Spread the message about preventing African swine fever (ASF) 

  • African swine fever (ASF) is currently spreading across Europe and Asia and poses a major threat to pig-producing countries that are free of the disease, such as Australia. Recent testing by the Department of Agriculture and Water Resources (DAWR) on pork products seized at international airports and mail processing centres over a two-week period revealed that that six of 152 products tested were contaminated with ASF virus. This finding demonstrates the risk to Australia from ASF.
  • You can help to keep ASF out of Australia. Do not feed meat or products containing meat to pigs – this is illegal and can cause diseases including ASF.
  • Always report any unusual deaths in pigs, including feral pigs, or suspicion of ASF to your private vet, a DPIRD field vet or the Emergency Animal Disease hotline on 1800 675 888. Early detection increases our chances of eradicating the disease if it does occur here. Please share this message with your networks, including commercial and small-scale pig owners and workers and hunting groups.
  • Read more on ASF on the DPIRD and DAWR webpages.

Have a question for a vet? Come to the DPIRD shed at Wagin Woolorama

Local private and DPIRD vets will be at the DPIRD shed at Wagin Woolorama this year to answer all your questions about animal health. You can hear the latest about:

  • how investigations by vets and surveillance innovations are benefiting WA producers
  • subsidies for disease investigations
  • common sheep diseases, prevention and treatment
  • lamb survival
  • biosecurity
  • other animal health issues on your property.

While you are there, you can hear updates on the pilot Great Southern Cattle Surveillance Network, speak to officers in the Footrot Control Program and see the latest information on antimicrobial resistance.

DPIRD Brands officers will also be at the shed to assist you with the requirements of National Livestock Identification System (NLIS) Sheep.

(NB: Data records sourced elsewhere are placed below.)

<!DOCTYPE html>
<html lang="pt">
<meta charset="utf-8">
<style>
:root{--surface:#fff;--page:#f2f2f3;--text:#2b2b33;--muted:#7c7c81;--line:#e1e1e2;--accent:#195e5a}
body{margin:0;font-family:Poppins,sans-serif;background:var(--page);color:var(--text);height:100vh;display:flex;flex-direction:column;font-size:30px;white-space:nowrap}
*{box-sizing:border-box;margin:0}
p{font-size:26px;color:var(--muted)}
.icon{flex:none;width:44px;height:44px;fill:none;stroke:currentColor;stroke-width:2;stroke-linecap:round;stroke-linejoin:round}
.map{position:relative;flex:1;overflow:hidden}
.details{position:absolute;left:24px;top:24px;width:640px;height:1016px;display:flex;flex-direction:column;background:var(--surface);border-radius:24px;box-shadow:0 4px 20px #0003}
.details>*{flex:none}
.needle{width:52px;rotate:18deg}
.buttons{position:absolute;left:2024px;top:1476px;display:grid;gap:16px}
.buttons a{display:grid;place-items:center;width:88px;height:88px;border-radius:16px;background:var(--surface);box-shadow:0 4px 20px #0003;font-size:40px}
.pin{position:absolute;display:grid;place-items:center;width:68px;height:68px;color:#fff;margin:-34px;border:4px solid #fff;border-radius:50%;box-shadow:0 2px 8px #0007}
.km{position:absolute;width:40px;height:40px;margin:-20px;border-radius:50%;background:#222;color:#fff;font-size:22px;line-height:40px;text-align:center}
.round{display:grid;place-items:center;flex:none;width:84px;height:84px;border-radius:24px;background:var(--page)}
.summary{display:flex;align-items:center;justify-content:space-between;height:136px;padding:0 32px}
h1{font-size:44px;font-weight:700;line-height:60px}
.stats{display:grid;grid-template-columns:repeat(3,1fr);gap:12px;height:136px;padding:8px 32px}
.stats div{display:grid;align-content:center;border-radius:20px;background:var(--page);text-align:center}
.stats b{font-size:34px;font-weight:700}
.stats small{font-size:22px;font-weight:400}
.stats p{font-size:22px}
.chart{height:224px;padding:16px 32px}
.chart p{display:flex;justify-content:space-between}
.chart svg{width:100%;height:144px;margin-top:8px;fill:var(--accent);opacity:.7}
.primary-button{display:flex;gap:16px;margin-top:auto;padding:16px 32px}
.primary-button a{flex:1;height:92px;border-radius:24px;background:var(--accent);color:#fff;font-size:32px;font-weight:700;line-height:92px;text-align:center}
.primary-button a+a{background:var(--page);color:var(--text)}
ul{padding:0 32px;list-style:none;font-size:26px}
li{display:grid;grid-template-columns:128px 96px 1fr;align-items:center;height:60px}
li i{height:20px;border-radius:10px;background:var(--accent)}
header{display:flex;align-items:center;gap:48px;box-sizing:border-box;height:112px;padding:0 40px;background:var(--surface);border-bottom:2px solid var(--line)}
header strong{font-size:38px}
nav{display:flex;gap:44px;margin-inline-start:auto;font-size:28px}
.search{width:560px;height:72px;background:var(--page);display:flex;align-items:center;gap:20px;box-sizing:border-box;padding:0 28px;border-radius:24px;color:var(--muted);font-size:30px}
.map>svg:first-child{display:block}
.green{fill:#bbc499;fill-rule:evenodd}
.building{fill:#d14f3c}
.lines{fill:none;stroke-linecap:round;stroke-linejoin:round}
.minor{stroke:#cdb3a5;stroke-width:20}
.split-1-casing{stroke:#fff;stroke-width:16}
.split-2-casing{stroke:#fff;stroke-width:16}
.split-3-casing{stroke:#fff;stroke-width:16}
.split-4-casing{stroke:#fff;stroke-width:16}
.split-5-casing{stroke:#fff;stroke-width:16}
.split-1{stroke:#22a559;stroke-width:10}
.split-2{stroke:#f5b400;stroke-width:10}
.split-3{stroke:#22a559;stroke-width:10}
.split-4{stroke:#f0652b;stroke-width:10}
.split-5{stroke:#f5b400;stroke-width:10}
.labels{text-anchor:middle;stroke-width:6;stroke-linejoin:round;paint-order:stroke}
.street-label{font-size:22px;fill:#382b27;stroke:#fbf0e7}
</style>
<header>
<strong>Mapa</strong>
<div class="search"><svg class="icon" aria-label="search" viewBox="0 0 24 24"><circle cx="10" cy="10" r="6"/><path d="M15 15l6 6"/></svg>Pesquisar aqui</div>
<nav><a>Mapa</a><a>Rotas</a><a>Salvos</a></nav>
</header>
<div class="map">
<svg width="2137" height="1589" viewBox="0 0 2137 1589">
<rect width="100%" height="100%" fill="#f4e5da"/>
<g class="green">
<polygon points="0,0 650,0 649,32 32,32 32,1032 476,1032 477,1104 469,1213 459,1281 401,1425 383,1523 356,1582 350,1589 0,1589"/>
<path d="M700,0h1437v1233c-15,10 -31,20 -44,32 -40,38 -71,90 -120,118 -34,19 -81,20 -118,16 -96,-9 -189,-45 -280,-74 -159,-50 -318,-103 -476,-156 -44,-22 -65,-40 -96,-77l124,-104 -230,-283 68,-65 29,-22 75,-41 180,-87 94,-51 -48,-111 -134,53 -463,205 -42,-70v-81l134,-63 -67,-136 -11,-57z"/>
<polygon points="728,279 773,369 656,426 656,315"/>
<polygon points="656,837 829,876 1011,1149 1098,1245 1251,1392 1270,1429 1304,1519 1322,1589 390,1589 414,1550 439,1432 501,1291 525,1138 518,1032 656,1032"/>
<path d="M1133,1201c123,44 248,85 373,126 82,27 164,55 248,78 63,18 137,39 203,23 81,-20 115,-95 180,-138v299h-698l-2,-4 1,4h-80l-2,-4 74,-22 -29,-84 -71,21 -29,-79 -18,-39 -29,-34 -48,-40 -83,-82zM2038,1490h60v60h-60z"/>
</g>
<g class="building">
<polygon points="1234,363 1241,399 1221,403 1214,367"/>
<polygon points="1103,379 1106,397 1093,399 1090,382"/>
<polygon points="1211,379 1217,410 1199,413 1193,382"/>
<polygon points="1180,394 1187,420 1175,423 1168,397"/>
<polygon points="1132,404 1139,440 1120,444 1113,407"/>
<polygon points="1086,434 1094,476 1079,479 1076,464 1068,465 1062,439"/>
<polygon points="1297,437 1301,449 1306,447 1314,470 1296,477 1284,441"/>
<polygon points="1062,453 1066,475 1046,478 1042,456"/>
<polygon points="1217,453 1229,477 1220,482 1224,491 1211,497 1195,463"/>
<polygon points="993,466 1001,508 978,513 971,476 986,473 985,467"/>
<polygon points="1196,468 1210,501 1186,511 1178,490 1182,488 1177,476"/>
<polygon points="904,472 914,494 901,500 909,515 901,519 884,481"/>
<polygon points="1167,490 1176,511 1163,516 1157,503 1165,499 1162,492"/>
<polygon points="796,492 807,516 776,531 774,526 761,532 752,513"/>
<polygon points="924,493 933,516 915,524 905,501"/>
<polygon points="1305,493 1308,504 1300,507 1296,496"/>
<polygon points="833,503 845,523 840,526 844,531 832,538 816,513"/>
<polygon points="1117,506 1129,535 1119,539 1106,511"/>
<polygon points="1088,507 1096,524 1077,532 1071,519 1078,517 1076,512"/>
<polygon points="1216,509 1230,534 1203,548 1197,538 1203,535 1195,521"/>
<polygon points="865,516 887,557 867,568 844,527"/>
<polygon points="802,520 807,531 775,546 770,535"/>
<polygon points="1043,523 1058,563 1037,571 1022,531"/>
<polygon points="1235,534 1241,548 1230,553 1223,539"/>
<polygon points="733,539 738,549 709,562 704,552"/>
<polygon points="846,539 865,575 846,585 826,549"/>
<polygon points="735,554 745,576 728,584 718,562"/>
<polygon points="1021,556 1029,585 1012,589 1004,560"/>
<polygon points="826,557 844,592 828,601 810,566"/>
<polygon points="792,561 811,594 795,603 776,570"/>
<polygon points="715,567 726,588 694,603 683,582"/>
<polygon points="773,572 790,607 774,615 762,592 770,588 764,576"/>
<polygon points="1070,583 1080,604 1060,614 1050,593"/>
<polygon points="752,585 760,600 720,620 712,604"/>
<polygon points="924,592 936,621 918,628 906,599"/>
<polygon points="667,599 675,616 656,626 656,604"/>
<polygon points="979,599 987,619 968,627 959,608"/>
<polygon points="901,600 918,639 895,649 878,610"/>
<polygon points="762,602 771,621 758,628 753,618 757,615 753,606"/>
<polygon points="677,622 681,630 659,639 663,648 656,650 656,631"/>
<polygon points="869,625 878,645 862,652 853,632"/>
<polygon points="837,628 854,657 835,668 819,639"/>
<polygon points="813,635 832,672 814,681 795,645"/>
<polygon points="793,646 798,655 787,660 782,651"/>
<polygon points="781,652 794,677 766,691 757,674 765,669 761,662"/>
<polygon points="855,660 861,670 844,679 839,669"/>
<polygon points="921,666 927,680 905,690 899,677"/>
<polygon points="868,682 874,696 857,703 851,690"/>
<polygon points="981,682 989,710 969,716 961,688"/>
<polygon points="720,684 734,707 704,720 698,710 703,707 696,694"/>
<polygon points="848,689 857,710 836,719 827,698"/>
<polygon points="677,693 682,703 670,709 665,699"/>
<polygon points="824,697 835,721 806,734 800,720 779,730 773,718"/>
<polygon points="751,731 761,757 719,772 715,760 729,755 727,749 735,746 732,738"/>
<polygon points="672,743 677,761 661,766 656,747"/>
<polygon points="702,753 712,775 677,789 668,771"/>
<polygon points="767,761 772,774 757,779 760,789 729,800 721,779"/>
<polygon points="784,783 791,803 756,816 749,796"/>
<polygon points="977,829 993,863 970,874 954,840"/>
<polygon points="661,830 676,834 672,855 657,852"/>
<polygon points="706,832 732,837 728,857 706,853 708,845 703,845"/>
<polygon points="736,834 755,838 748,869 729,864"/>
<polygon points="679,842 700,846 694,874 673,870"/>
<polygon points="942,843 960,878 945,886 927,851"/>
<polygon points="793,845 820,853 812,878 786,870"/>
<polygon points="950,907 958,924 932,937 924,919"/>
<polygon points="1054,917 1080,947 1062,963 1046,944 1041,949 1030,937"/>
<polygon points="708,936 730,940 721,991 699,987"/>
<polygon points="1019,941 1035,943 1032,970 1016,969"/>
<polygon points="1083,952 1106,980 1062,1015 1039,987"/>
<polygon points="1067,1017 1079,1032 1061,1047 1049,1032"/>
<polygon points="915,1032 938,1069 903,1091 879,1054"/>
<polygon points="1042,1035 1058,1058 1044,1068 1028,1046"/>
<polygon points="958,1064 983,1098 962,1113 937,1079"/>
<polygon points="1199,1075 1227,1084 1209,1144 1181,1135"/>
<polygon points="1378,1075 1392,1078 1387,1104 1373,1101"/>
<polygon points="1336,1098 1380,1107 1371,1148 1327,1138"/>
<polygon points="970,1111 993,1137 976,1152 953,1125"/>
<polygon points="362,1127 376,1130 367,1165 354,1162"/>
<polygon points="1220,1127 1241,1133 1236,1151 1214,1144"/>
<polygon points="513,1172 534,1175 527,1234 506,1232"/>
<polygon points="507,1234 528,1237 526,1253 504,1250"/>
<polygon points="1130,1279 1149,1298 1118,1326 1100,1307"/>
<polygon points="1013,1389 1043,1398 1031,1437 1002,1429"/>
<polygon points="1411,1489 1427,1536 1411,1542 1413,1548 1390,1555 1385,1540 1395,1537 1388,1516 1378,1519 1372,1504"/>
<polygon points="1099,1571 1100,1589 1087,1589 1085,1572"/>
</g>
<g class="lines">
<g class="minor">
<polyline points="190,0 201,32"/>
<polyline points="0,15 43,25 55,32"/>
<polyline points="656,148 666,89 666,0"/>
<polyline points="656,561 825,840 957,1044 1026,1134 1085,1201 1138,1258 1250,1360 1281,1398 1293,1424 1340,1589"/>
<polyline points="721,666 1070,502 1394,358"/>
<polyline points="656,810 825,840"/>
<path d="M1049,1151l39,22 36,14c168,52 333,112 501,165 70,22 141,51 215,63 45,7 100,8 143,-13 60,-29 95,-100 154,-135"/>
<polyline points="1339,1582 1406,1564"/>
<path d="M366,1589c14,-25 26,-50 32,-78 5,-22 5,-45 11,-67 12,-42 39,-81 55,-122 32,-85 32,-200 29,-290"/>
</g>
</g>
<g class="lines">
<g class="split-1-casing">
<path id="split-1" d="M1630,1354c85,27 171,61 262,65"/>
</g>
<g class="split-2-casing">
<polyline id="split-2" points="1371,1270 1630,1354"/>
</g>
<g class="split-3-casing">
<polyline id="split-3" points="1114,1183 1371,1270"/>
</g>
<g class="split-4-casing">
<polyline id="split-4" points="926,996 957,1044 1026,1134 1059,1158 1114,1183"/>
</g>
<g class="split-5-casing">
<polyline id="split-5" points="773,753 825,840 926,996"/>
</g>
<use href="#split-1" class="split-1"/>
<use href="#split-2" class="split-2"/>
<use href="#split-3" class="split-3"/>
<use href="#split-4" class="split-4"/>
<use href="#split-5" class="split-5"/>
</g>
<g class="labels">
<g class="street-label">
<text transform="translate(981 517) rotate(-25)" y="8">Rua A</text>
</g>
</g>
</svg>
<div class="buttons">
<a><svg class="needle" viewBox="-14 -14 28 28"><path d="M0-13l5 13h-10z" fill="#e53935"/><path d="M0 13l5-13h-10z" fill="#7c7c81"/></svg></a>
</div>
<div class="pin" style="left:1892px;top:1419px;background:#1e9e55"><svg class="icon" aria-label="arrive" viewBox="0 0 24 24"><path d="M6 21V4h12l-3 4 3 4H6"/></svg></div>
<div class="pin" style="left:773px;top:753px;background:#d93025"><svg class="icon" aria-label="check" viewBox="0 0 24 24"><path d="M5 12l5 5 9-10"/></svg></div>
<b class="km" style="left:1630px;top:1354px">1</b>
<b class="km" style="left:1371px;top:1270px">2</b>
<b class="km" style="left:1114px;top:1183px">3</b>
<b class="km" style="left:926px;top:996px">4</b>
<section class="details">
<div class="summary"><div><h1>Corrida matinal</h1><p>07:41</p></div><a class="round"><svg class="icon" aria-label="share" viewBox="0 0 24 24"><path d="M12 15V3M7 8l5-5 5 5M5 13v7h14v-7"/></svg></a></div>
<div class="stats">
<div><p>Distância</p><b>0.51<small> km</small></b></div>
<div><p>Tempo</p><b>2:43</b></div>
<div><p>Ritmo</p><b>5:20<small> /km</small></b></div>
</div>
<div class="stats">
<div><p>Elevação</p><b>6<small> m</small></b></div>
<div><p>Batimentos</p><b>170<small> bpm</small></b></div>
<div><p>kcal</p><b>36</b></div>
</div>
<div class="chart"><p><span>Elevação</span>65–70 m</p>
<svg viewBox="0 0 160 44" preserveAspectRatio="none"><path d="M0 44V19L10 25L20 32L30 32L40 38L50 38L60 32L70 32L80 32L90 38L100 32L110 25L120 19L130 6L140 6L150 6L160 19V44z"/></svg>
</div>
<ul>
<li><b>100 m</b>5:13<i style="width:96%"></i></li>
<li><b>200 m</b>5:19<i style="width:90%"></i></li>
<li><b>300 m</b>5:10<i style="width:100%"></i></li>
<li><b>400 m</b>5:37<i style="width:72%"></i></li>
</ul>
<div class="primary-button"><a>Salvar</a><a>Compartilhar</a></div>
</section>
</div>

The DPIRD shed is located at 626 Kitchener Street, Wagin Woolorama.

WA Livestock Disease Outlook highlights benefits of surveillance

Australia’s ability to sell livestock and livestock products depends on evidence from our surveillance systems that we are free of livestock diseases that are reportable or affect trade. The WA livestock disease outlook – for producers summarises recent significant disease investigations by Department of Primary Industries and Regional Development vets and private vets. Data from these investigations provide evidence that WA is free from these diseases and supports our continuing access to markets.